Submitted by Jayant Bhandari via Acting-Man.com,

India’s Prime Minister, Narendra Modi, announced on 8th November 2016 that Rs 500 (~$7.50) and Rs 1,000 (~$15) banknotes would no longer be legal tender. Linked are Part-I, Part-II, Part-III, Part-IV, Part-V, Part-VI and Part-VII, which provide updates on the demonetization saga and how Modi is acting as a catalyst to hasten the rapid degradation of India and what remains of its institutions.

India’s Pride and Joy

 

Indians are celebrating that their economy has surpassed that of India’s former colonial master, the UK.

 

So-called educated Indians have latched on to the above visual, with full support of the Indian government. It has been shared far and wide in the national media. When you remind them that India’s population is twenty-one times that of the UK and on top of that, the British pound has taken a huge pounding because of Brexit and associated fear in the financial markets, expect to be ignored. You will be seen as anti-Indian.

Given the underlying irrationality and tribalism of India (read earlier updates for more on this), selected numbers are used to rationalize feelings and emotions. You see this everywhere in India: Science — very ironically — is used as a tool to rationalize superstitions and irrationalities.

Who needs reality when we can exist in illusions? But even this illusion - that India has superseded the UK - might disappear once the reality of India’s demonetization sinks in and the rupee falls, which it likely will once the international media recognize that Modi went for demonetization not to reduce corruption, but to transform India into a police state.

Modi’s interest was to increase tax collection, for the sake of tax collection, an approach in which rulers start to see themselves as all that matters, where citizens come to be seen as mere cogs in the service of the state.

In Modi’s imagination, if you are not a part of the formal economy — as is the case with the vast majority of desperately poor Indians, perhaps close to a billion people — you don’t count. As they are not recorded as part of the formal economy, their pain and suffering does not count either. Indeed most of their suffering and pain goes unseen and unheard — it has for the last two millennia.

The Indian stock market continues to fall, despite the fact that people know that selling their shares makes no sense, as their cash in the bank is effectively frozen. Could the stock market fall even more if bank accounts were to be unfrozen? Could the Indian rupee then fall as well, unless serious capital controls are instituted and gold-buying is restricted?

It is hard to predict the future, but those owning Indian assets from which money can still be repatriated will likely soon start to discover that India’s stock market and the rupee are possibly overvalued. Could an exodus start once money managers in New York and London start arriving at their desks at the start of the new year, after sobriety kicks in with the end of socialization and partying?

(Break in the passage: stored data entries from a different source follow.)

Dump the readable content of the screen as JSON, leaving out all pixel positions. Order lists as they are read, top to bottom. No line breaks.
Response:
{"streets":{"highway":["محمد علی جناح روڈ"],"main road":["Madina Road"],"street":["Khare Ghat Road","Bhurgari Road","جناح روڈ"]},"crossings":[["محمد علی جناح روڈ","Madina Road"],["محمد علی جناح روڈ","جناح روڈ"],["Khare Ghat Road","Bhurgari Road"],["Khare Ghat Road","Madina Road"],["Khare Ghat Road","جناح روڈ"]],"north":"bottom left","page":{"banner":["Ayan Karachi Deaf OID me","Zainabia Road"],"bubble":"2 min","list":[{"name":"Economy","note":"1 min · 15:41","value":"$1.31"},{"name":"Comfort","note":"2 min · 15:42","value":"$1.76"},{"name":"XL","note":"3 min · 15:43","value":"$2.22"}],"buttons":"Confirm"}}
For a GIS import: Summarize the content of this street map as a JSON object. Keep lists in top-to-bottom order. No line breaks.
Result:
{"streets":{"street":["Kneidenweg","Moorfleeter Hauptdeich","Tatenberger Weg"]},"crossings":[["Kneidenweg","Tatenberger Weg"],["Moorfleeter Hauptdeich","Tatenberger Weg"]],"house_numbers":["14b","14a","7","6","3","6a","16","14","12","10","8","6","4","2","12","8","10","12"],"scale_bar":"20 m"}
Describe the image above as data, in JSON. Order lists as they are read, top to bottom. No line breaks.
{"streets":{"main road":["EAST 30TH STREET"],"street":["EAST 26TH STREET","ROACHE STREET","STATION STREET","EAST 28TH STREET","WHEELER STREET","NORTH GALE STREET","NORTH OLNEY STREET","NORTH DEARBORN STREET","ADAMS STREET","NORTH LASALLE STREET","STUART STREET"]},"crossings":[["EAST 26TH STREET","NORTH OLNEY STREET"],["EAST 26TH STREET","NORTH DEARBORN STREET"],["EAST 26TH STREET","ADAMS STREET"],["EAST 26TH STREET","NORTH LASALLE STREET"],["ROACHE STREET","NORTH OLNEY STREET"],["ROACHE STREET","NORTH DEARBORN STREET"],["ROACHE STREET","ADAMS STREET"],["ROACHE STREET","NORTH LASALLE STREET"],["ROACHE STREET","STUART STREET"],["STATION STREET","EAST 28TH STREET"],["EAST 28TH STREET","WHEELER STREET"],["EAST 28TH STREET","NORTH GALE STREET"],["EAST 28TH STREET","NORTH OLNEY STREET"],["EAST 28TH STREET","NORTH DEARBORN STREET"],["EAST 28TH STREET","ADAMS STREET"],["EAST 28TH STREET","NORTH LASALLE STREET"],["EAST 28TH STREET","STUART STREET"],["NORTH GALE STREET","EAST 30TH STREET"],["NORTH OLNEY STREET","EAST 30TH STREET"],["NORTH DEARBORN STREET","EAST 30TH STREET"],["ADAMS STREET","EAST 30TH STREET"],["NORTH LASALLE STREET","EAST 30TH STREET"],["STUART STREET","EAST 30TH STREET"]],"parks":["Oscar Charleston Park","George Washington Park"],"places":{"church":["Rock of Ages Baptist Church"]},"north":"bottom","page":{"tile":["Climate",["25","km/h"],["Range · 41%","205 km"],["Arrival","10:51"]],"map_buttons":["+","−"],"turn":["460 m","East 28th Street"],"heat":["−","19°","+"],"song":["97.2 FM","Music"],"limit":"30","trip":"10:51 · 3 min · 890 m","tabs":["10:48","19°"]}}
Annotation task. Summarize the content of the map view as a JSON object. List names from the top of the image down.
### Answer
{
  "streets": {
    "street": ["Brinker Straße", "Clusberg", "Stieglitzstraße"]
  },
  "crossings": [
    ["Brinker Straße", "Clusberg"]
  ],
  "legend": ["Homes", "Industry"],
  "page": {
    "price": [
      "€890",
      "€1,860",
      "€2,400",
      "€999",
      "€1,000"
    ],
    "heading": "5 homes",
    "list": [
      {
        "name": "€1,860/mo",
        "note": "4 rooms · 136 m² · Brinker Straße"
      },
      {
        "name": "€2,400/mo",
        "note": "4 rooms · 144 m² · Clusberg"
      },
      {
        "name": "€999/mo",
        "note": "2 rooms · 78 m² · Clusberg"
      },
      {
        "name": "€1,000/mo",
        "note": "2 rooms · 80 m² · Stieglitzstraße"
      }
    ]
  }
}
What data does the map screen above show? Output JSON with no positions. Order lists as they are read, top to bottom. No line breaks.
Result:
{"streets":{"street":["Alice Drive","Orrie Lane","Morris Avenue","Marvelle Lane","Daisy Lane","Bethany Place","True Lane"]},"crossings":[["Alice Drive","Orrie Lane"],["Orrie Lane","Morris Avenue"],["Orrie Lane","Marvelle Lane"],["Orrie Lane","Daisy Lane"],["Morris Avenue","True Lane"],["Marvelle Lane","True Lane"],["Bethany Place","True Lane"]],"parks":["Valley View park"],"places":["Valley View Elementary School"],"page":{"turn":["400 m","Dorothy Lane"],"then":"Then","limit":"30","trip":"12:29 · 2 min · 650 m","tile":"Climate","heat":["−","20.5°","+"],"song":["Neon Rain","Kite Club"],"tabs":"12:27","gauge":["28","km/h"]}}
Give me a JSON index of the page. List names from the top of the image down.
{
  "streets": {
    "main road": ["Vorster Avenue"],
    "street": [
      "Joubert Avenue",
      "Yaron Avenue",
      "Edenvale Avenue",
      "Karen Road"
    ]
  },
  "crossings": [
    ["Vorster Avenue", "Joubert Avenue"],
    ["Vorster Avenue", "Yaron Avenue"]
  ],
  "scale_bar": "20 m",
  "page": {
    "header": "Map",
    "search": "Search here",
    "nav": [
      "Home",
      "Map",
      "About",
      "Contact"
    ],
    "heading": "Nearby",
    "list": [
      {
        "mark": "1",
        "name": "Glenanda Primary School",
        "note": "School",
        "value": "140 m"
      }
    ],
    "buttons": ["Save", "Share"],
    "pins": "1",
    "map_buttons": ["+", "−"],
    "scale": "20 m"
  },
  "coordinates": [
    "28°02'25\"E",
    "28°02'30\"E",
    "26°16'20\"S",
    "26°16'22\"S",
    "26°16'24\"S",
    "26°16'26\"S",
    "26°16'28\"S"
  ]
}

Scuffles have broken out between desperate clients and bank staff. Historically, it is commanders, kings and politicians who get all the blame. But these rulers and elites sitting in their ivory towers would never get their way if those on the front lines refused to obey unethical orders. Banks are required to provide cash to their clients when asked to do so. Their staff should have declined to accept Modi’s instructions to ration cash distribution. They should have stepped aside and let Modi deal with their clients, passing the responsibility where it belongs. Having not done that, they have become the face of Modi, or at least the face clients will take their anger out on. Banks employees are now starting to worry.

 

The Last Gasps of Disintegrating Institutions

These updates are not just about demonetization. They are an attempt to dissect the deeper, underlying cultural issues of India (and similar backward countries in South Asia, Middle East, Africa and South America) and why with the disappearance of the last vestiges of colonial institutions, India is starting to crumble. They are also an attempt to see what future might hold.

These updates are a story of why without the British to run them, western institutions implanted on India did not work and have mutated into something horrible. For example, education has become a tool for propaganda.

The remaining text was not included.